=== Section Start ===

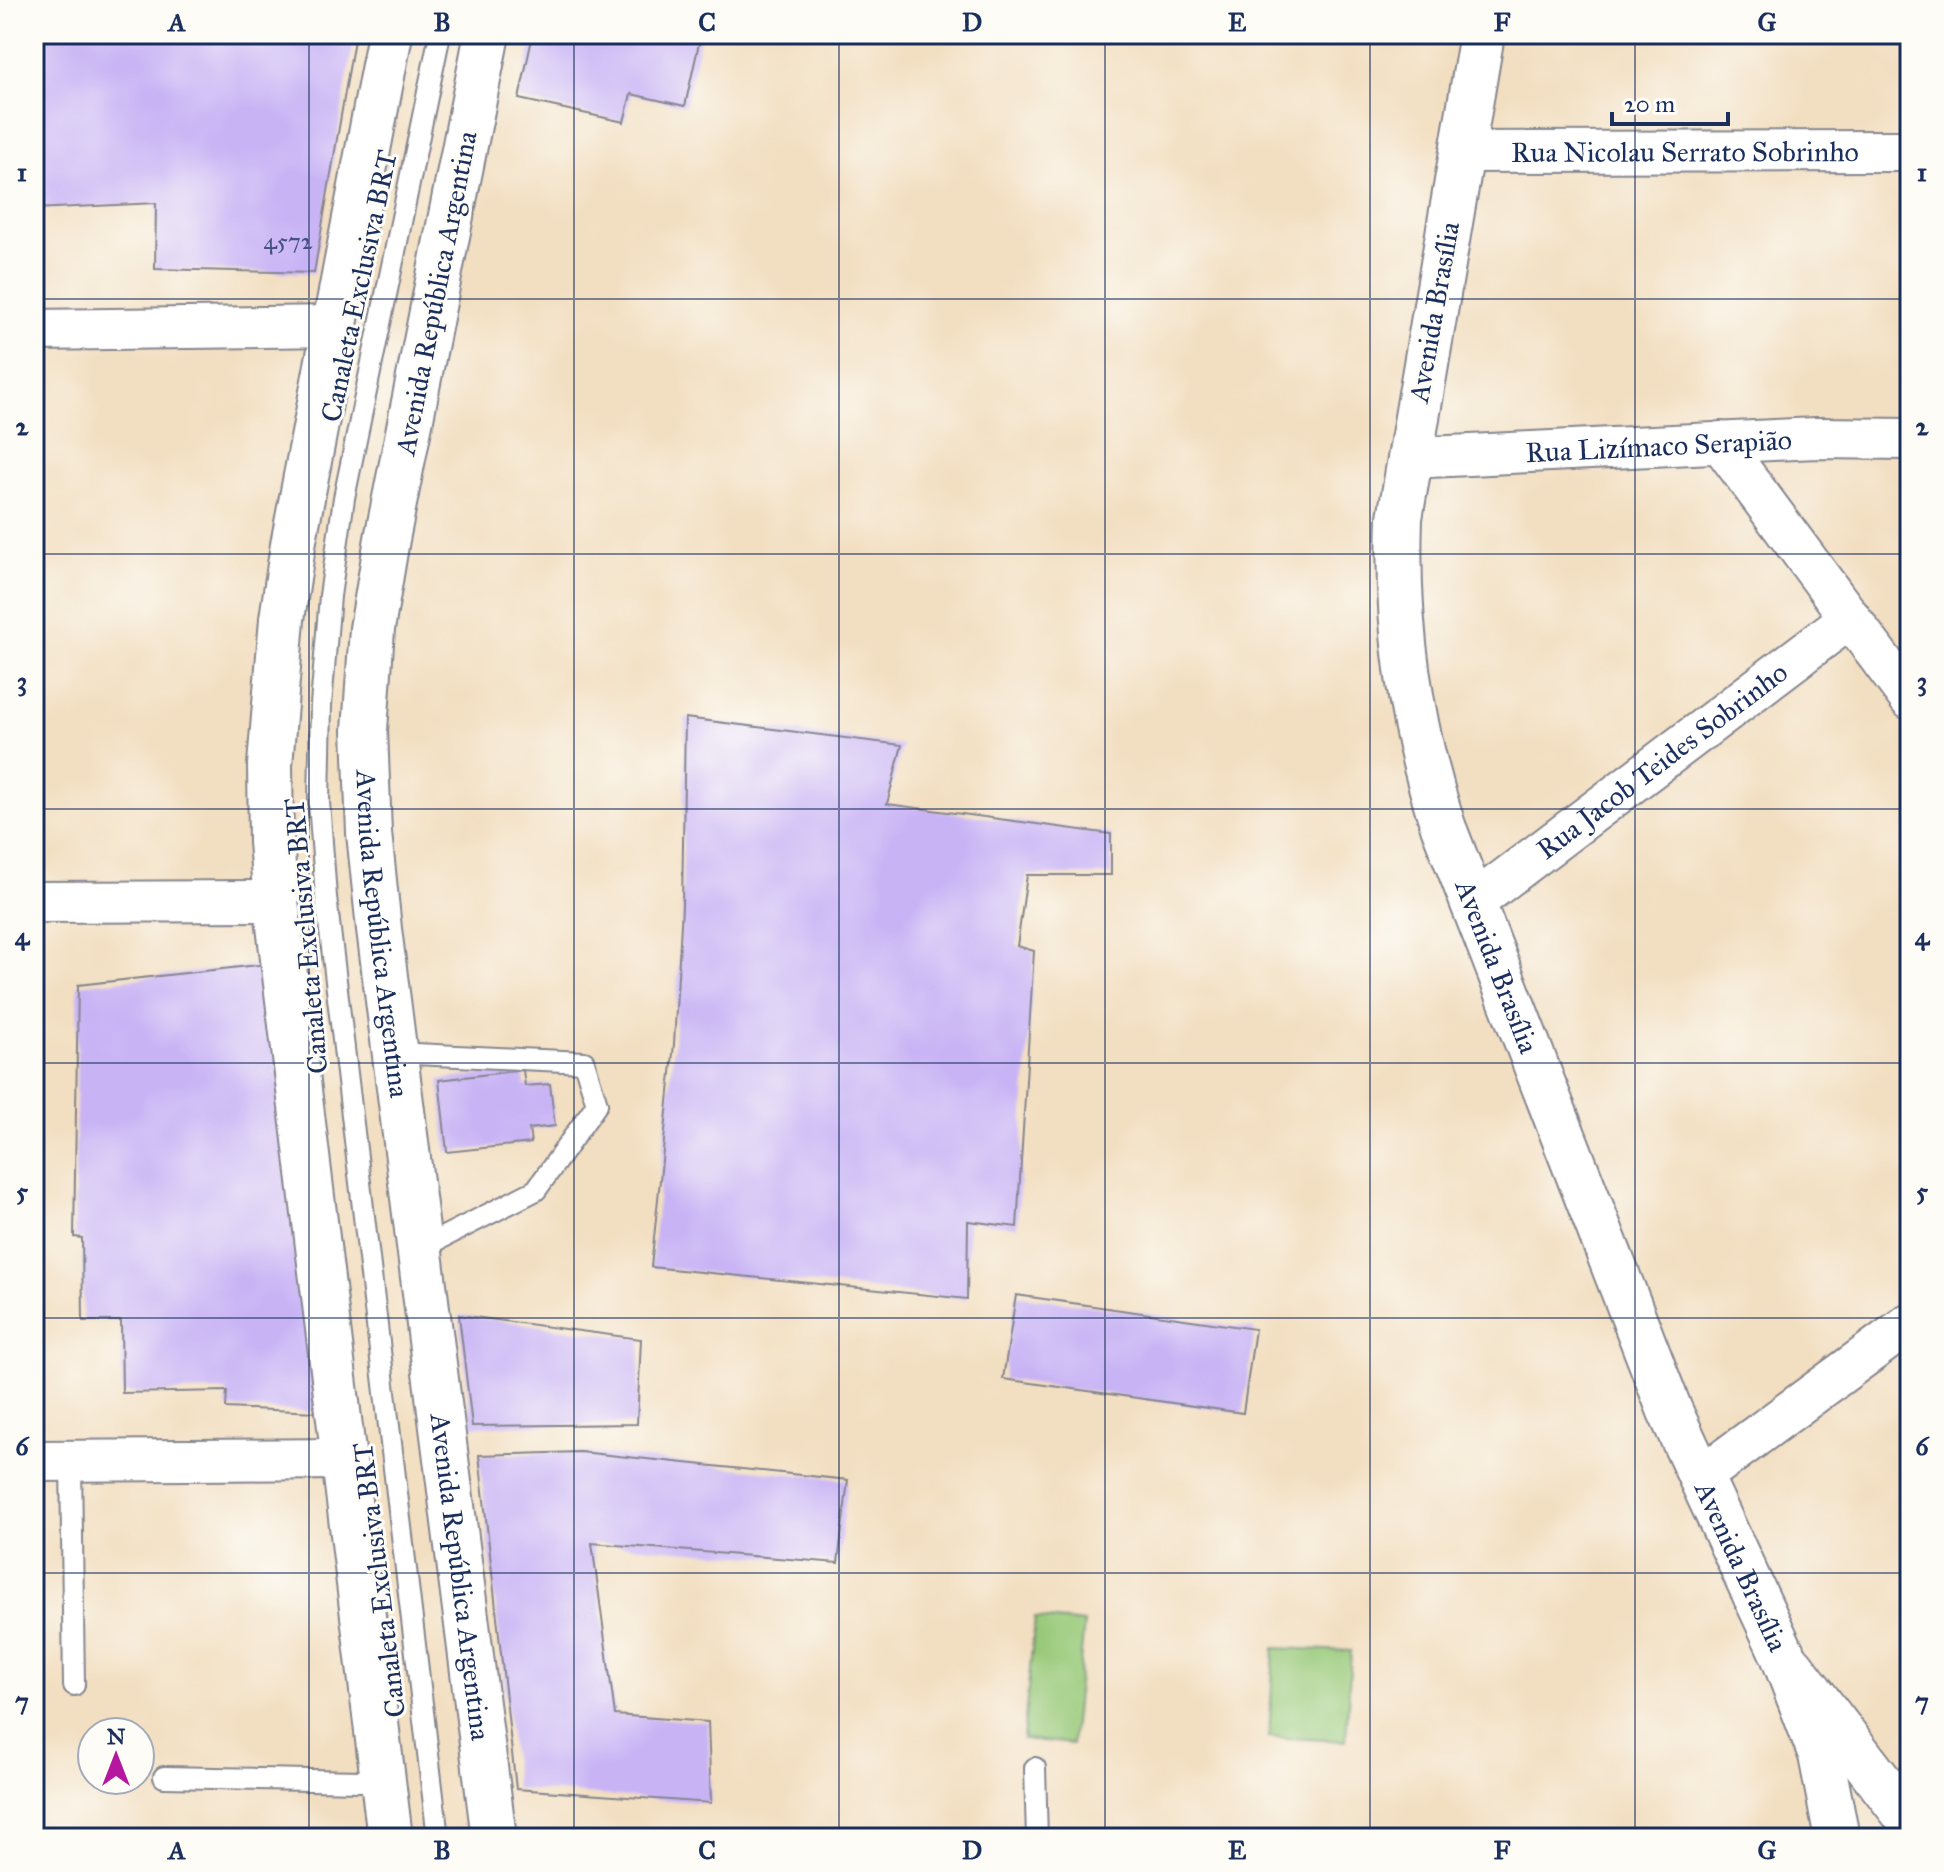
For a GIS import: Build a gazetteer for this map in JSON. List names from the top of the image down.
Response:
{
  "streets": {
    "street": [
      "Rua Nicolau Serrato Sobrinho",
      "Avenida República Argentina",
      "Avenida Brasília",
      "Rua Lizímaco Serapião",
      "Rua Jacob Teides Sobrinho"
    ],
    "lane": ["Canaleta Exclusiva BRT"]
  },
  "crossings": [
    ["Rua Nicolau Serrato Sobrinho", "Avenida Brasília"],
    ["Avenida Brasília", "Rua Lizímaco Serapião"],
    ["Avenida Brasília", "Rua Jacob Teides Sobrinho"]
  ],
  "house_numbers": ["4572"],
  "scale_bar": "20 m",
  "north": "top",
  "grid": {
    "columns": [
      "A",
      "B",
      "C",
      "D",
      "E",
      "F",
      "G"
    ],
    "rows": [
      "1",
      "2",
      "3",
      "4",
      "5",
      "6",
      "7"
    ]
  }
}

=== Section End ===

Set down all the entries exactly as they appear, but skip any pictures.

For a GIS import: Build a gazetteer for this map in JSON. List names from the top of the image down.
Response:
{
  "streets": {
    "street": [
      "Rua Nicolau Serrato Sobrinho",
      "Avenida República Argentina",
      "Avenida Brasília",
      "Rua Lizímaco Serapião",
      "Rua Jacob Teides Sobrinho"
    ],
    "lane": ["Canaleta Exclusiva BRT"]
  },
  "crossings": [
    ["Rua Nicolau Serrato Sobrinho", "Avenida Brasília"],
    ["Avenida Brasília", "Rua Lizímaco Serapião"],
    ["Avenida Brasília", "Rua Jacob Teides Sobrinho"]
  ],
  "house_numbers": ["4572"],
  "scale_bar": "20 m",
  "north": "top",
  "grid": {
    "columns": [
      "A",
      "B",
      "C",
      "D",
      "E",
      "F",
      "G"
    ],
    "rows": [
      "1",
      "2",
      "3",
      "4",
      "5",
      "6",
      "7"
    ]
  }
}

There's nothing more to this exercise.